27 Jun Less Risky Business: Buy a Business
In a recent Harvard Business Review article, Harvard Business School professors Richard S. Ruback and Royce Yudkoff advocate for more aspiring entrepreneurs to pursue their goals by buying a business. They site concern over risk as the most common explanation for shying away from acquisition. They further argue that these concerns are short sighted and unfounded.
“We think that these concerns about ‘risk’ are misplaced and that searching for a business is less risky than other career paths that are traditionally considered more stable,” they write.
“Nine out of ten startups will fail. This is a hard and bleak truth,” says Forbes contributor Neil Patel. “Cold statistics like these are not intended to discourage entrepreneurs, but to encourage them to work smarter.”
Top 10 Reasons Startup Fail (by CB Insights)
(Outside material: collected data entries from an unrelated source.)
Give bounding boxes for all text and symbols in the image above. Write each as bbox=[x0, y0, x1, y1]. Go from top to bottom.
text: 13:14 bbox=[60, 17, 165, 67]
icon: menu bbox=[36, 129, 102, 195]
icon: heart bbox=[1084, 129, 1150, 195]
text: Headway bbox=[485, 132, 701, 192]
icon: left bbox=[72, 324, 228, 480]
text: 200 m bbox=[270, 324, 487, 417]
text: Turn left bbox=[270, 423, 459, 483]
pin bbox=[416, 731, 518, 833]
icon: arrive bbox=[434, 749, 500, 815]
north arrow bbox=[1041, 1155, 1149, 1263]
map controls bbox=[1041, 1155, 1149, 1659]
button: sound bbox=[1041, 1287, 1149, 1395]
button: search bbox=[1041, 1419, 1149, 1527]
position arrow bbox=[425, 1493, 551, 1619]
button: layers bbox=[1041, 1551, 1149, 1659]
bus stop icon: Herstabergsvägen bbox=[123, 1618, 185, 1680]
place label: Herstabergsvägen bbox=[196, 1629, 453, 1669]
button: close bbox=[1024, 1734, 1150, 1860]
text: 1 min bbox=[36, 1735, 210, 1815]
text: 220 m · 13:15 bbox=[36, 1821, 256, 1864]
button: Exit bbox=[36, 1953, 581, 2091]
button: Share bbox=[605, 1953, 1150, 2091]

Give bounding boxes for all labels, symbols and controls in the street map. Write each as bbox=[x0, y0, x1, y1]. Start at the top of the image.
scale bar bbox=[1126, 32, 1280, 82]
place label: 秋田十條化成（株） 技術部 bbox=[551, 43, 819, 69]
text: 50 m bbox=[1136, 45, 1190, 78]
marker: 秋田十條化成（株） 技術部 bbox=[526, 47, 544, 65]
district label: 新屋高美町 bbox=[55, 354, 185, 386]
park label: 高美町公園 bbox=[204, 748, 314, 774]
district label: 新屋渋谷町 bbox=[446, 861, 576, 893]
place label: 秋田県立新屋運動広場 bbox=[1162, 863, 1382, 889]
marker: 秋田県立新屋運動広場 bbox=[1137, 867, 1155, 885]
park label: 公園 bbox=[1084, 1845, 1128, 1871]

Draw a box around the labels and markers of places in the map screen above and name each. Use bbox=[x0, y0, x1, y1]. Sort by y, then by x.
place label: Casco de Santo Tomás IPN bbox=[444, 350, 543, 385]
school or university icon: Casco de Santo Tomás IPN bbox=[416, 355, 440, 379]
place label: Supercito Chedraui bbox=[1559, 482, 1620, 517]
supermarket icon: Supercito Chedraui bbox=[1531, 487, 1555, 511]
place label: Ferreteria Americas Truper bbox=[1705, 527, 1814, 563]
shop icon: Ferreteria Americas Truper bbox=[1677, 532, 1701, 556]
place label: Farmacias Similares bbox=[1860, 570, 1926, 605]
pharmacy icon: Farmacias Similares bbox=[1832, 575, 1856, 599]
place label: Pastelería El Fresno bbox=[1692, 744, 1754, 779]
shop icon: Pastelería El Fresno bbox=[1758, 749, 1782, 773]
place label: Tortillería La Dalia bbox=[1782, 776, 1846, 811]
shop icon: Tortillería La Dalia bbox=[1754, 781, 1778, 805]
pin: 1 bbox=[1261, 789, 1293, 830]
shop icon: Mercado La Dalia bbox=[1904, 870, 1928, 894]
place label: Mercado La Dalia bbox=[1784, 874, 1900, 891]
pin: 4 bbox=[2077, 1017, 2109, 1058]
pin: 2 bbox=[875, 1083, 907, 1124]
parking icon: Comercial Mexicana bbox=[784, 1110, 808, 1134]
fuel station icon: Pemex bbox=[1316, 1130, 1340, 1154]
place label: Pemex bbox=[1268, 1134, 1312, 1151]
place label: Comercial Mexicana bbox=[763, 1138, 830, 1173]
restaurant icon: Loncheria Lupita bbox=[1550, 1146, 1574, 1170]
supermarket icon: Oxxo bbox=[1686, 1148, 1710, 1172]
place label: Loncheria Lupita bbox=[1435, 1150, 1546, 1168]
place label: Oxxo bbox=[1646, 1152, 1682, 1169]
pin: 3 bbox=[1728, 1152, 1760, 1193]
Purchasing a vetted business allows you to avoid many of the reasons for this high failure rate. “Your chances of success are far greater buying an existing business than starting your own,” says Michael Greene, President of Sam Goldenberg and Associates. “A good broker can help you find an established business that already has a proven success model, history of revenue generation, and immediate cash flow. It can also come with much more: inventory, trained employees, a customer base, operating systems, equipment, vendors, transitional support—the list goes on. It is a more manageable risk than other options.”
“Finding an existing local business for sale can often be less risky and more satisfying and rewarding than starting completely from scratch,” says Simon Brackley, President and CEO of the Santa Fe Chamber of Commerce. “Aspiring entrepreneurs can enjoy improvements in operations, marketing and strategy rather than starting from the ground up.”
Navigating the Search for a Business
Unfamiliarity with the search process is a major source of concern, according to Ruback and Yudkoff. For many buyers, there are uncomfortably many unknowns along the way.
A buyer can drastically limit risk in the area of search success by working with a broker. According to an International Business Brokers’ Association Market Pulse survey, “Dating back to the earliest Market Pulse surveys in 2012, surveyed advisors consistently report that approximately 49-50% of their engagements closed in a successful transition while half are terminated. This closing ratio is approximately twice the accepted industry standard of anywhere from 18% to 30%, depending on deal size.”
Buying a Small Business
Furthermore, according to IBBA, it is an especially good time for people looking to buy a business in the range of $500,000 or less. This is the range of most small businesses for sale in New Mexico. “Small business confidence is at a record high, with the longest stream of small business optimism in history.”
A broker further helps to mitigate risk by facilitating negotiations, advising on financing, and setting up support during the transition between business owners. Click here to find out more about how brokers support buyers throughout the search for and purchase of the right business.
Finally, Ruback and Yudkoff suggest that buying a business results in less stress, more success, and higher quality of life in the long run.
“The searcher becomes a CEO of a business. Over time the business evolves to match the CEO, the management team is picked by the CEO, the products and customer base shifts to align with the CEO’s skills and interests, and the CEO is likely to understand the business better than competitors. Plus, the CEO’s significant ownership interest adds both to rewards and stability. In the long run, we think that being a senior consultant involves much more angst than being the CEO of a small business.”
Plus, with good exit planning, owning a business helps you create options for your next phase of life.